In the copy you make, keep each entry exactly as it is and leave out all images.
=== Provided records ===
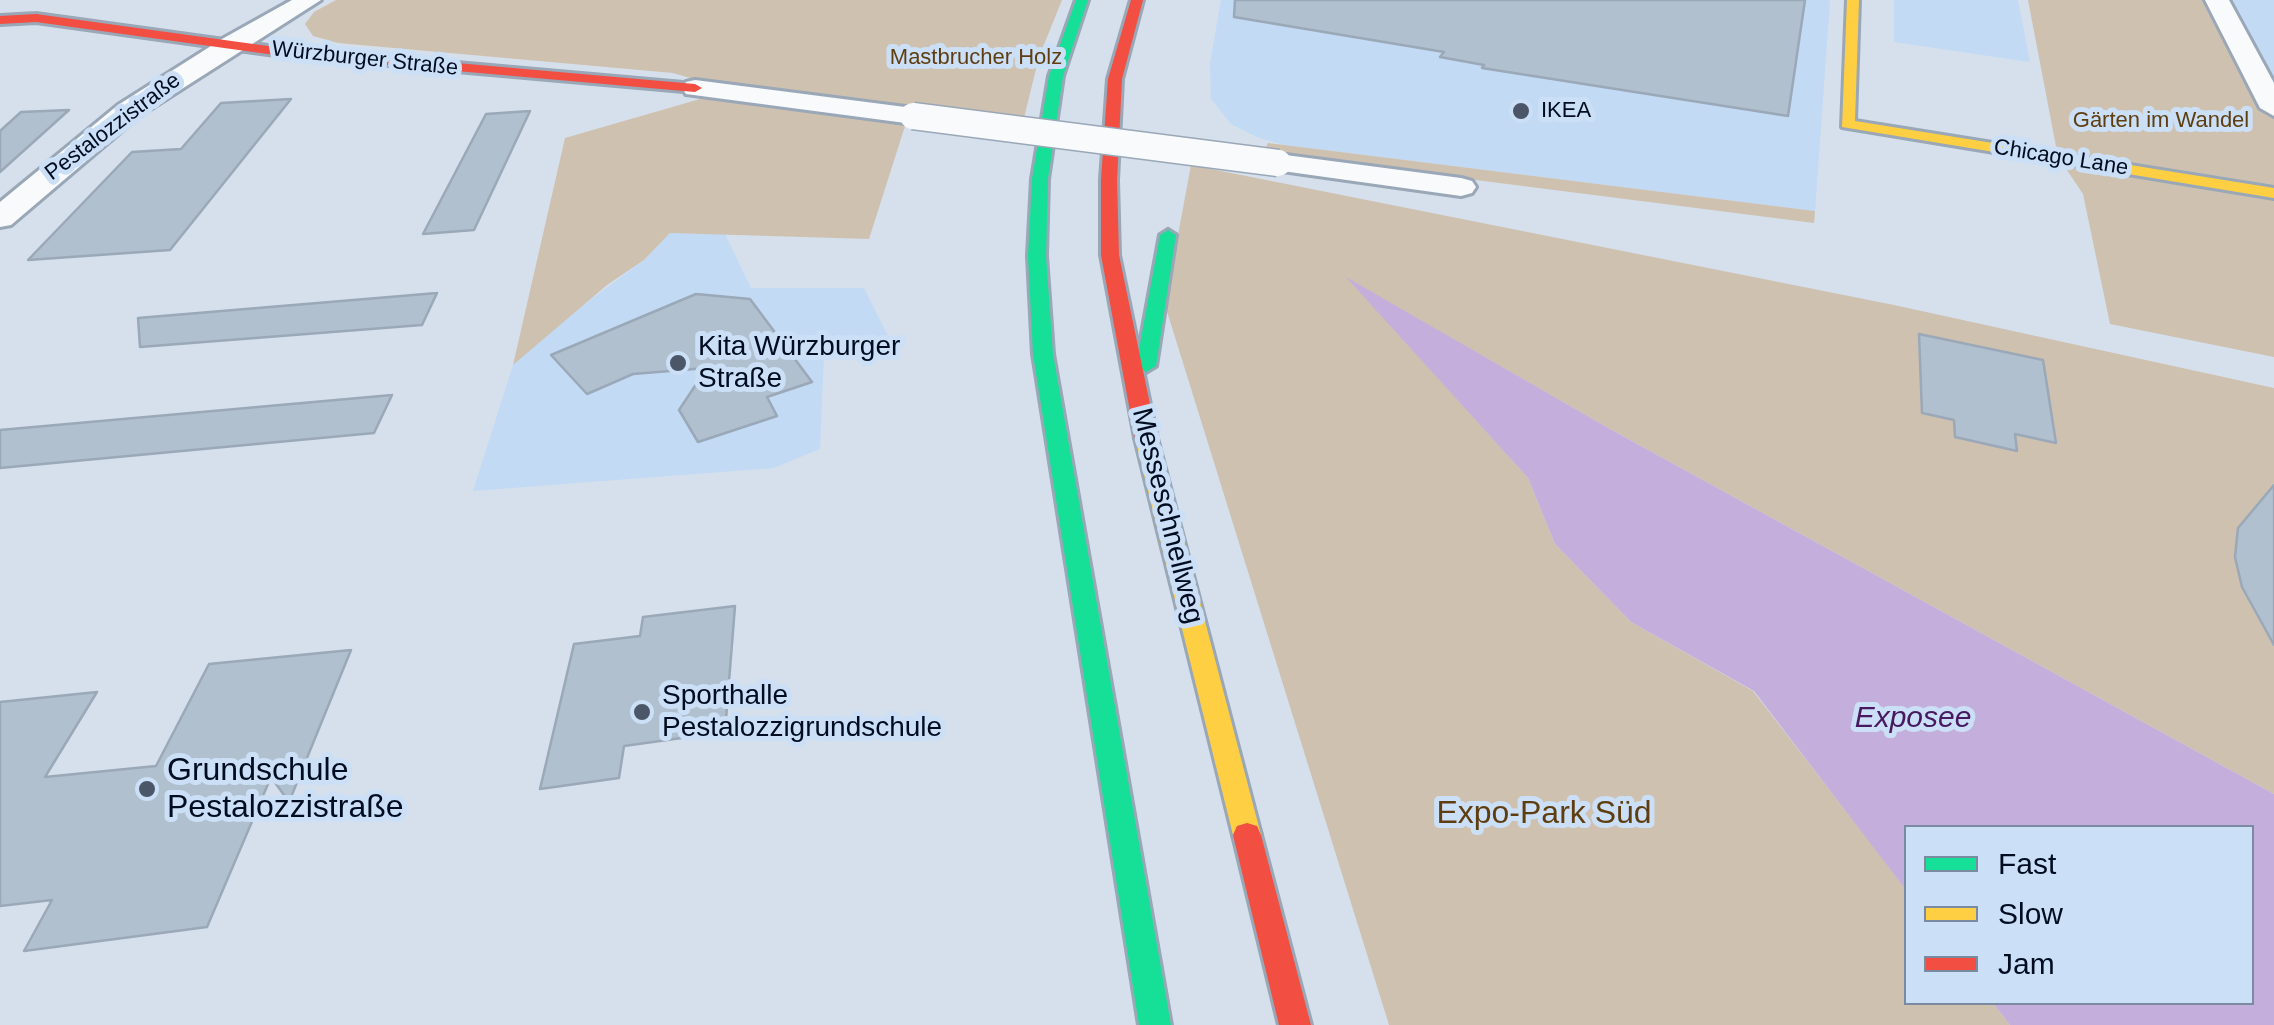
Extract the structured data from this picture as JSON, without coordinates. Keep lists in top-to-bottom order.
{
  "streets": {
    "main road": ["Würzburger Straße", "Chicago Lane", "Messeschnellweg"],
    "street": ["Pestalozzistraße"]
  },
  "crossings": [
    ["Würzburger Straße", "Pestalozzistraße"]
  ],
  "water": ["Exposee"],
  "parks": ["Mastbrucher Holz", "Gärten im Wandel", "Expo-Park Süd"],
  "places": [
    "IKEA",
    "Kita Würzburger Straße",
    "Sporthalle Pestalozzigrundschule",
    "Grundschule Pestalozzistraße"
  ],
  "legend": ["Fast", "Slow", "Jam"]
}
===
**Solution for this exercise**
Extract the structured data from this picture as JSON, without coordinates. Keep lists in top-to-bottom order.
{
  "streets": {
    "main road": ["Würzburger Straße", "Chicago Lane", "Messeschnellweg"],
    "street": ["Pestalozzistraße"]
  },
  "crossings": [
    ["Würzburger Straße", "Pestalozzistraße"]
  ],
  "water": ["Exposee"],
  "parks": ["Mastbrucher Holz", "Gärten im Wandel", "Expo-Park Süd"],
  "places": [
    "IKEA",
    "Kita Würzburger Straße",
    "Sporthalle Pestalozzigrundschule",
    "Grundschule Pestalozzistraße"
  ],
  "legend": ["Fast", "Slow", "Jam"]
}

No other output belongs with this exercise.